Letter: To vote strategically or to not vote strategically
To The Editor:
In 2011, Stephen Harper convinced Canadians to give him a majority, and look how that turned out. Harper used – some might say abused – this majority to bring in a vast amount of poorly conceived, highly partisan legislation – including all the omnibus budgets – badly done but rushed through Parliament with severely limited debate and rubber stamped by the Harper Senate.
Now, during the election,“old stock” Canadians (and I don’t think they mean First Nations), the niqab, and the Barbaric Cultural Acts tip-line are raised, with their implicit cultural bias, to stoke fear of others. Frankly, none of this passes the smell-test of good government on behalf of all Canadians.
Also, we have been done a huge disservice by the Harper Government, which frames issues as lowering taxes, but without regard to the needed services, because they see us purely as taxpayers footing the bill rather than as citizens capable of evaluating trade-offs. In this campaign, courtesy of the Liberals, this issue is on the table.
And, as citizens with broader concerns, not simply as taxpayers, we need to speak out. Which, since we don’t get to vote directly on Stephen Harper, may involve voting strategically.
Our options: The Conservative candidate, David Wilks, is clearly a Harper supporter. The presumed ABH choice in this riding is the NDP (Wayne Stetski), given the region’s and province’s voting history. Then there’s the Greens (Bill Green), with Elizabeth May’s very real contribution to Canada in Ottawa, and some very appealing positions on major issues.
And the Liberals (Don Johnston), who are campaigning on a platform with well thought out, strong, pragmatic, i.e., implementable, policies, which would have positive effects for the country, and which are resonating with voters, so rather than the NDP or the Conservatives it could be the Liberals atop the polls on October 19.

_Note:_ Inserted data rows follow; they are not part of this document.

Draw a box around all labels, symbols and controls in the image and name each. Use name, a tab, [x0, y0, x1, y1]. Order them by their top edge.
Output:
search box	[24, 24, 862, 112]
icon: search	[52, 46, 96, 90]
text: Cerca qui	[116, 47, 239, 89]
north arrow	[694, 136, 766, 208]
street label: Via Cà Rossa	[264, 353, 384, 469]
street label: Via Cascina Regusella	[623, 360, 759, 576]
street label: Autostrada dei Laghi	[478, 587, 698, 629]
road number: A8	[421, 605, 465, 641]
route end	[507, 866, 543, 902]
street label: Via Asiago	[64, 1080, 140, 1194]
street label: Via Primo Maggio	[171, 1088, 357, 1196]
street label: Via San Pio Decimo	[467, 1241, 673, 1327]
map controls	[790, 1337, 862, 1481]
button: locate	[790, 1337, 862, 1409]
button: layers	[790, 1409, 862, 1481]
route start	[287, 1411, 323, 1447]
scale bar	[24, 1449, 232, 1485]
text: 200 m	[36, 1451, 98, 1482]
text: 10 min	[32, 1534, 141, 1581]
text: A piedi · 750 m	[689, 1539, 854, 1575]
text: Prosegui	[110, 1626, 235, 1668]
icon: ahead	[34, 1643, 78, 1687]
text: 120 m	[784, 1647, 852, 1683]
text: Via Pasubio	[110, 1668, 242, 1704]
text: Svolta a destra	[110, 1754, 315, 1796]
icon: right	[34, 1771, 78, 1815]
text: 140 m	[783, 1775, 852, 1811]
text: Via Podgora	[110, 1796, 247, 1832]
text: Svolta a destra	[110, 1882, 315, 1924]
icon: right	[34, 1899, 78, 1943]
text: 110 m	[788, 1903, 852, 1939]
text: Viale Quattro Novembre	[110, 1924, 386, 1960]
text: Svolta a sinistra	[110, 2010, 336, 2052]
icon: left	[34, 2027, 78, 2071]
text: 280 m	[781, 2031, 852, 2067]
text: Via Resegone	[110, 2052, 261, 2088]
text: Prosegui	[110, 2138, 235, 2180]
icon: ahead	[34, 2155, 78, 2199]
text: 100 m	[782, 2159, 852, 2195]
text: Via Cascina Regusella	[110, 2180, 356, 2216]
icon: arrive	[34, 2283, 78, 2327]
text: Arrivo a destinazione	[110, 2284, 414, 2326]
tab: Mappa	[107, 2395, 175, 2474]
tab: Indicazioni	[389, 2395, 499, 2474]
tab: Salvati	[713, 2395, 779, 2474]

Polls for this riding, however,suggest a dead heat between Wilks and Stetski. Debates and the local media question-answer series have provided voters with the candidates’ positions, but that may not have made our voting decision any easier. Better informed, yes, and kudos to all for their efforts, but not necessarily easier.
The dilemma, given the alternatives, boils down to: Whether to (a) vote for a person we like, (b) vote for a Party’s platform that is best aligned with our own values, and/or (c) vote strategically –which becomes an easy decision if (a), (b) and (c) coincide – otherwise a devil of a choice.
To vote strategicallyin an effort to end the “Harper Government”, or in more positive terms for a return to the “Government of Canada, one needs to vote for the non-Conservative candidate most likely to win in this riding. (Not only progressives, but also any Progressive Conservatives, might consider doing this.)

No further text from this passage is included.